The weight of petitioner's complaint bears upon an abuse of discretion in finding that when the agreement of sale was signed the intent of D.B. Frederick and the Ottos did not contemplate the inclusion of the tract in possession of the Hardys within the area sold. The court has the power "if the facts of the case be sufficient in equity" to decree "the specific performance of the contract, according to the true intent and meaning thereof." Act of 1836, supra. A ward of the court is involved in the proceedings, and the court must exercise care that its decree should not lead to inequity and injustice. Petitioner is correct in stating that ever since Gianni v. Russell Co., 281 Pa. 320, 126 A. 791, whenever parties without any fraud or mistake integrate their agreements into a writing, the law declares the writing to be not only the best, but the only evidence of their undertaking, and in the interest of the integrity of written contracts, parol evidence adding to or varying the terms in the writing will be excluded. First National Bank v. Sagerson, 283 Pa. 406, 129 A. 333; Colonial Mfg. Co. v. Carideo, 142 Pa. Super. 485, 16 A.2d 731; Lycoming Trust Co. v. Smithgall, 334 Pa. 4, 5 A.2d 152. However, when it is admitted that the writing does not express the entire understanding and agreement of the parties, either party may show by parol evidence what the correct facts were regarding the matter.
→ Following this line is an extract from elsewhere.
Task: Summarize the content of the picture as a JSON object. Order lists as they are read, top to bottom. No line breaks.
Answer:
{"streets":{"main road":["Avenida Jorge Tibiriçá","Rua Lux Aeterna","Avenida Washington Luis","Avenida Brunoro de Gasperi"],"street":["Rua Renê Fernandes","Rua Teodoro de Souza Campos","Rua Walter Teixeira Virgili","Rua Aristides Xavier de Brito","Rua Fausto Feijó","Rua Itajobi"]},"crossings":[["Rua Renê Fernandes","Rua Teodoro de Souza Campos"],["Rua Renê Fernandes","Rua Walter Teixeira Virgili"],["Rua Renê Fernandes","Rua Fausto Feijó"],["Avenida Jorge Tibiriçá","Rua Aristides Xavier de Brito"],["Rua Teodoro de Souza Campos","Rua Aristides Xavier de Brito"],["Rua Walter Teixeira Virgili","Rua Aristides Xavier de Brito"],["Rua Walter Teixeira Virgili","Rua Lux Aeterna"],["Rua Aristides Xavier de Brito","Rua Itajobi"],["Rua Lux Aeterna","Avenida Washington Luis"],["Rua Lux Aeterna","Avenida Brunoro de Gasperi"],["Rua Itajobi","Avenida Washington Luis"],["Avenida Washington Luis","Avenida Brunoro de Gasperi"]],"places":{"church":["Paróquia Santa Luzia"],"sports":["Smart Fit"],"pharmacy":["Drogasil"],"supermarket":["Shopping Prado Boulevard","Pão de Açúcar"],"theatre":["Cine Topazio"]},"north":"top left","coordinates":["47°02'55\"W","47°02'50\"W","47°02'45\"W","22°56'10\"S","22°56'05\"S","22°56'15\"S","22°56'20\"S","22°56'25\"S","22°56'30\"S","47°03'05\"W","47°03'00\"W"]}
Ward v. Zeigler, 285 Pa. 557, 132 A. 798; Newland v. Lehigh Valley R.R. Co., 315 Pa. 193, 173 A. 822; Allinger v. Melvin, 315 Pa. 298, 172 A. 712; Roberts v. Roesch, 306 Pa. 435, 159 A. 870; Howell v. Wheelock, 115 Pa. Super. 599, 176 A. 252, all decided since Gianni v. Russell Co., supra; nor is the rule applicable to strangers to the written agreement. Roberts v. Cauffiel, 283 Pa. 64, 128 A. 670; Marks v. Feldman, 92 Pa. Super. 390, 392.

The Hardys are in no sense privies to the contract between the ward and petitioners, and are relying upon an agreement and understanding prior to the appointment of the guardian.

Petitioners admit that the metes and bounds contained in the agreement of sale are incorrect since they knew and assented that at least ten or twelve acres which previously had been conveyed to various purchasers were improperly included. Obviously the writing did not express what vendor and purchaser had in mind, and once doubt is cast upon the completeness of the terms, it becomes the duty of a court of equity, before granting specific performance, to ascertain the right description. The Act of 1836, supra, specifically directs that the contract be enforced "according to the true intent and meaning thereof."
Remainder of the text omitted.